Segment Open
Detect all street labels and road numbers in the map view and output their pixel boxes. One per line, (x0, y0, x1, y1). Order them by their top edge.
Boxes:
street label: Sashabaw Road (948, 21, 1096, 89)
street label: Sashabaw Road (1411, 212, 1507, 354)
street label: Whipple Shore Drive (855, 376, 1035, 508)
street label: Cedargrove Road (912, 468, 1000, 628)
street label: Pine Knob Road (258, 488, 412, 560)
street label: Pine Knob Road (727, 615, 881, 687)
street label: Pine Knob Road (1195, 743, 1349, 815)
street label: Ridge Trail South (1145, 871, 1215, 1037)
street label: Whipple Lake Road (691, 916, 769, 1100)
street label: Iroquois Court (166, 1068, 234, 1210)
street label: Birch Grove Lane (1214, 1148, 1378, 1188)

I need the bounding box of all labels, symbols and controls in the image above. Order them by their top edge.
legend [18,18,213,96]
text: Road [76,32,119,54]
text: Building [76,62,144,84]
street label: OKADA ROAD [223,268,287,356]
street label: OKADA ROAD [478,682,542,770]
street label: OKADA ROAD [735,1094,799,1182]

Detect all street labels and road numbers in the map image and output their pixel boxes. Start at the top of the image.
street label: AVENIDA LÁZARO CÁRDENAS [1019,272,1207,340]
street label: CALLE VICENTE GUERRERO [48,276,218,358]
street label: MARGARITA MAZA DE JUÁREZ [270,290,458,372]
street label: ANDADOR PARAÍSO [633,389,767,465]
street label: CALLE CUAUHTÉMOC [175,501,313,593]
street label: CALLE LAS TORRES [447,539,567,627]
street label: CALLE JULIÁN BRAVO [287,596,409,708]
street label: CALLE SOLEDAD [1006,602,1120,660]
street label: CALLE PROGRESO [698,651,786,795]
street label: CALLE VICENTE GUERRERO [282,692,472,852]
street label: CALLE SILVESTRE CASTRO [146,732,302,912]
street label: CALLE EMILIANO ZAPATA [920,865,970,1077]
Segment Closed
- Try it: What is needed is an exact, complete copy of the entries above.

- Response below:
Detect all street labels and road numbers in the map view and output their pixel boxes. One per line, (x0, y0, x1, y1). Order them by their top edge.
Boxes:
street label: Sashabaw Road (948, 21, 1096, 89)
street label: Sashabaw Road (1411, 212, 1507, 354)
street label: Whipple Shore Drive (855, 376, 1035, 508)
street label: Cedargrove Road (912, 468, 1000, 628)
street label: Pine Knob Road (258, 488, 412, 560)
street label: Pine Knob Road (727, 615, 881, 687)
street label: Pine Knob Road (1195, 743, 1349, 815)
street label: Ridge Trail South (1145, 871, 1215, 1037)
street label: Whipple Lake Road (691, 916, 769, 1100)
street label: Iroquois Court (166, 1068, 234, 1210)
street label: Birch Grove Lane (1214, 1148, 1378, 1188)

I need the bounding box of all labels, symbols and controls in the image above. Order them by their top edge.
legend [18,18,213,96]
text: Road [76,32,119,54]
text: Building [76,62,144,84]
street label: OKADA ROAD [223,268,287,356]
street label: OKADA ROAD [478,682,542,770]
street label: OKADA ROAD [735,1094,799,1182]

Detect all street labels and road numbers in the map image and output their pixel boxes. Start at the top of the image.
street label: AVENIDA LÁZARO CÁRDENAS [1019,272,1207,340]
street label: CALLE VICENTE GUERRERO [48,276,218,358]
street label: MARGARITA MAZA DE JUÁREZ [270,290,458,372]
street label: ANDADOR PARAÍSO [633,389,767,465]
street label: CALLE CUAUHTÉMOC [175,501,313,593]
street label: CALLE LAS TORRES [447,539,567,627]
street label: CALLE JULIÁN BRAVO [287,596,409,708]
street label: CALLE SOLEDAD [1006,602,1120,660]
street label: CALLE PROGRESO [698,651,786,795]
street label: CALLE VICENTE GUERRERO [282,692,472,852]
street label: CALLE SILVESTRE CASTRO [146,732,302,912]
street label: CALLE EMILIANO ZAPATA [920,865,970,1077]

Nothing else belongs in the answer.